The Charm Offensive: Chapter 7

(This is a continuation of the serial novel: The Charm Offensive. Please read the previous chapter.)

Herbert Halethorpe rarely came home for lunch, even so there was much to be seen to before his guests arrived later that evening. He didn’t sit in the kitchen as was his practice, but asked that Cook prepare a tray for him to be served in one of the upstairs sitting rooms. After a lunch of cold salmon left over from the night before, and potatoes, laced with dill from his garden, he headed for the master bedroom suites, and tapped lightly at the door.

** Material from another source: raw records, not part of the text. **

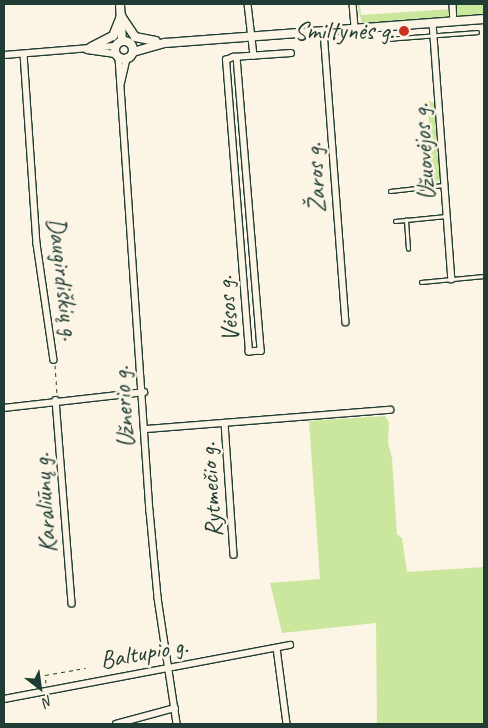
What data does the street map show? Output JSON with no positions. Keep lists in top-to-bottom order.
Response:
{
  "streets": {
    "main road": ["Užnerio g."],
    "street": [
      "Užuovėjos g.",
      "Žaros g.",
      "Daugirdiškių g.",
      "Vėsos g.",
      "Rytmečio g.",
      "Karaliūnų g.",
      "Baltupio g."
    ]
  },
  "crossings": [
    ["Užnerio g.", "Baltupio g."]
  ],
  "places": ["Smiltynės g."],
  "north": "bottom right"
}
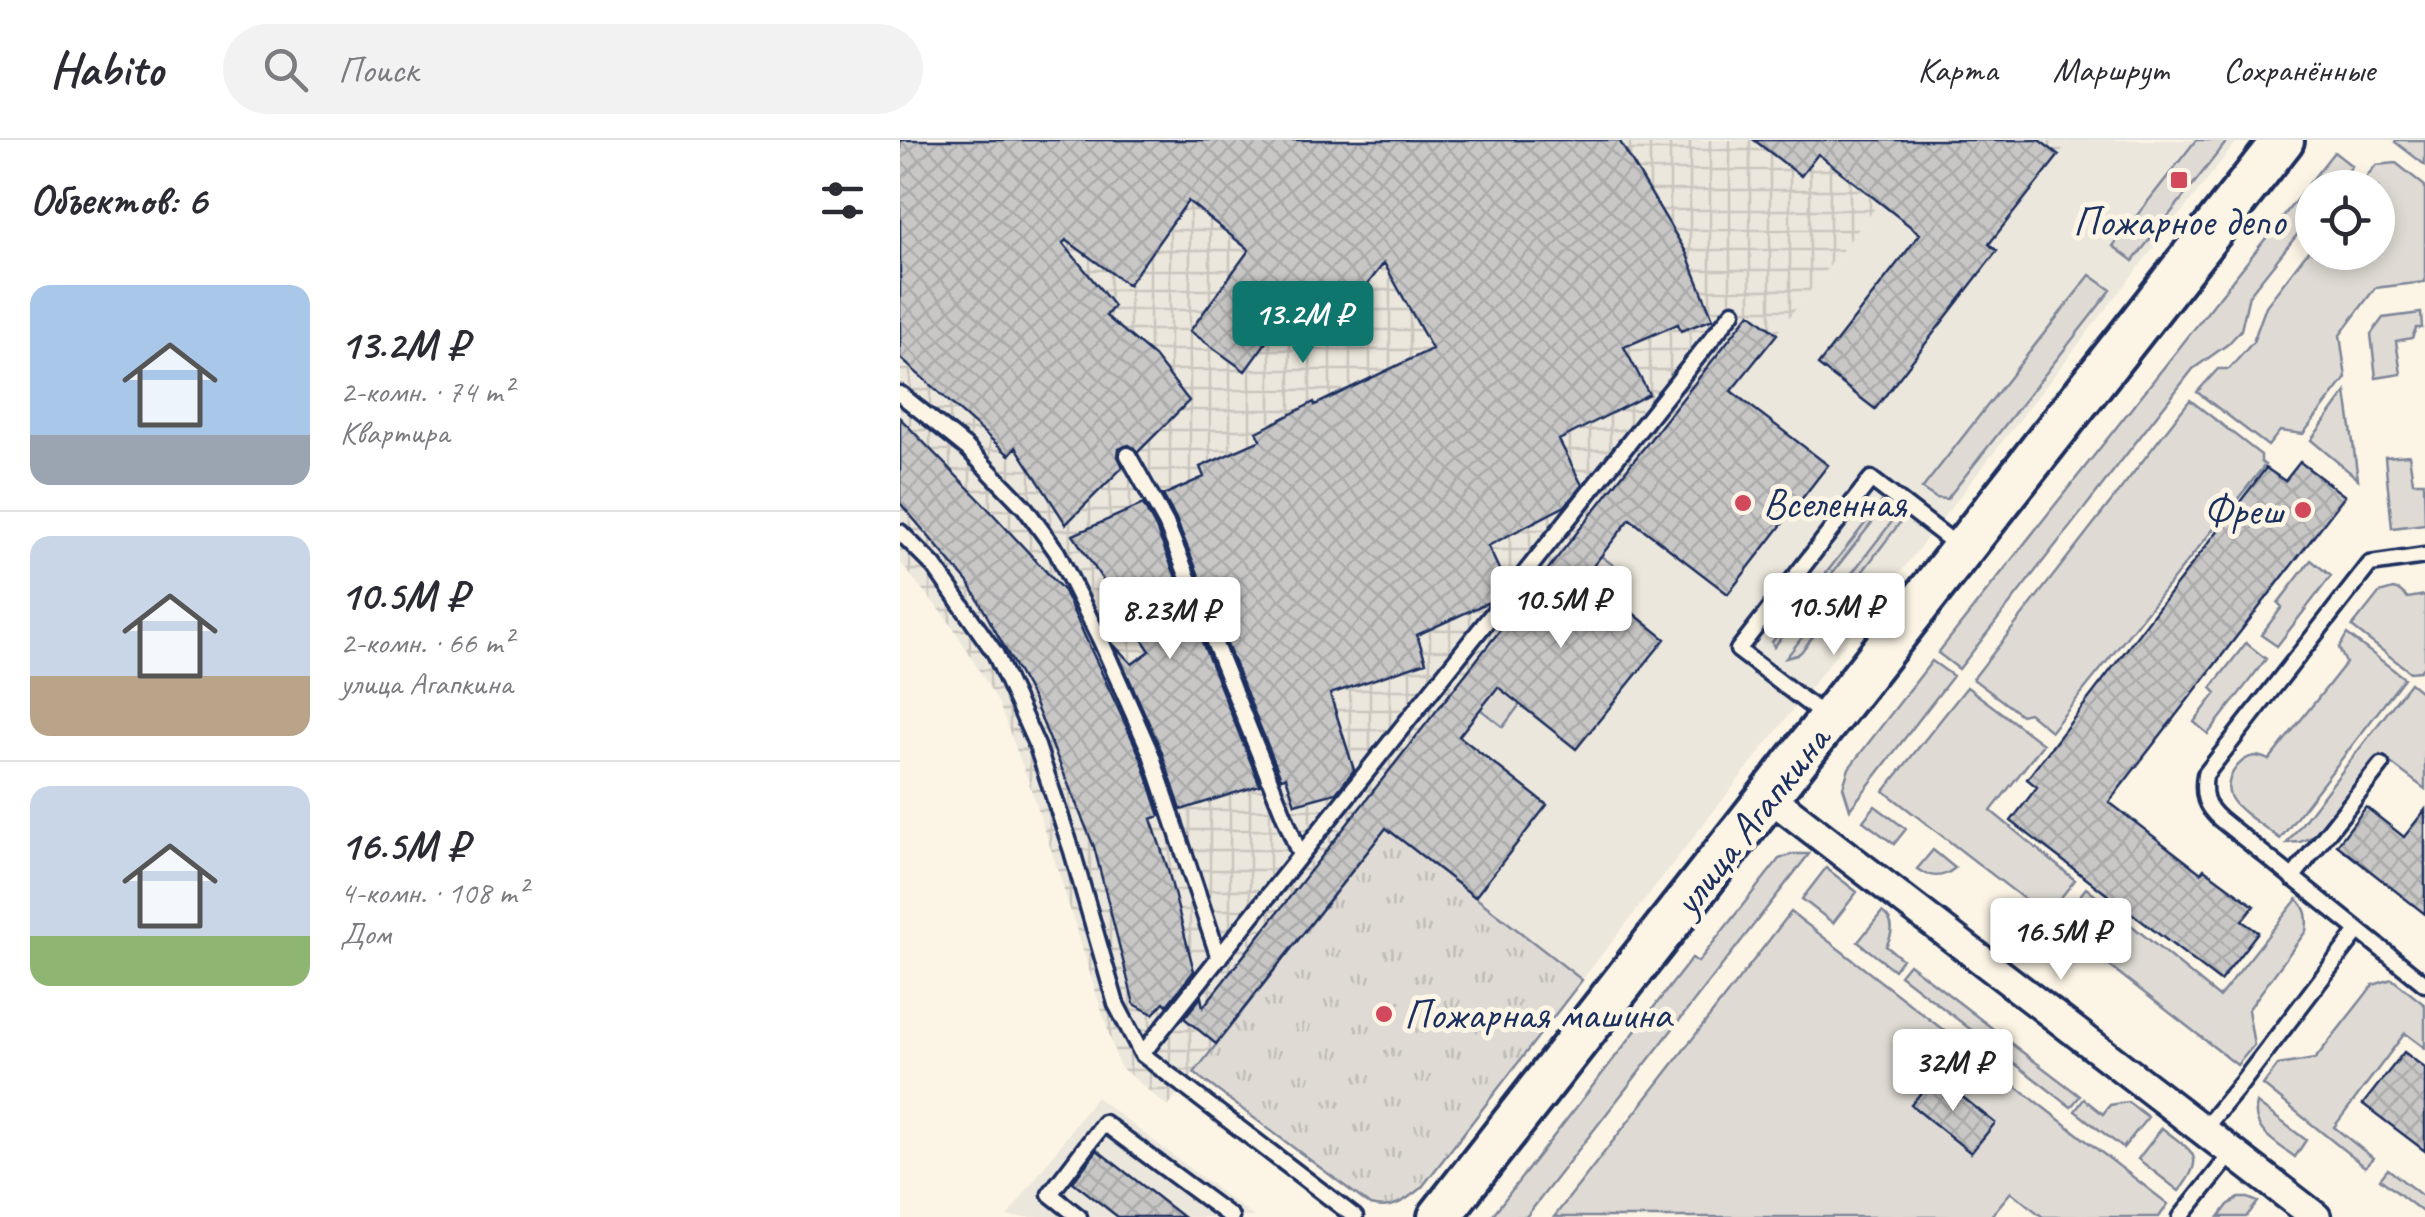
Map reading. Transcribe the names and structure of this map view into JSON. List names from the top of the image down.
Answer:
{
  "streets": {
    "main road": ["улица Агапкина"]
  },
  "places": {
    "transit": ["Пожарное депо"],
    "other": ["Вселенная", "Фреш", "Пожарная машина"]
  },
  "page": {
    "header": "Habito",
    "search": "Поиск",
    "nav": ["Карта", "Маршрут", "Сохранённые"],
    "heading": "Объектов: 6",
    "list": [
      {
        "name": "13.2M ₽",
        "note": "2-комн. · 74 m² · Квартира"
      },
      {
        "name": "10.5M ₽",
        "note": "2-комн. · 66 m² · улица Агапкина"
      },
      {
        "name": "16.5M ₽",
        "note": "4-комн. · 108 m² · Дом"
      }
    ],
    "price": [
      "13.2M ₽",
      "10.5M ₽",
      "10.5M ₽",
      "8.23M ₽",
      "16.5M ₽",
      "32M ₽"
    ]
  }
}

“Come in, darling, I’m awake.”

Greta Halethorpe sat upright in bed, her hair in a high and neat tower of pin curls. She wore a silk lavender bed jacket, one of 20 she wore when she entertained guests. Her pallor was often pale, and so, even the slightest application of rouge left her looking painted and contrived, like a “carnival kewpie doll,” Herbert’s mother had said at first meeting her. Greta didn’t like the outdoors, but on occasion, at his insistence, she would allow herself to be carried to her bedroom’s balcony which overlooked Herbert’s prized garden, and she would sit quietly at his side as he admired it.

“I had a feeling you might come home early today,” she said, smiling.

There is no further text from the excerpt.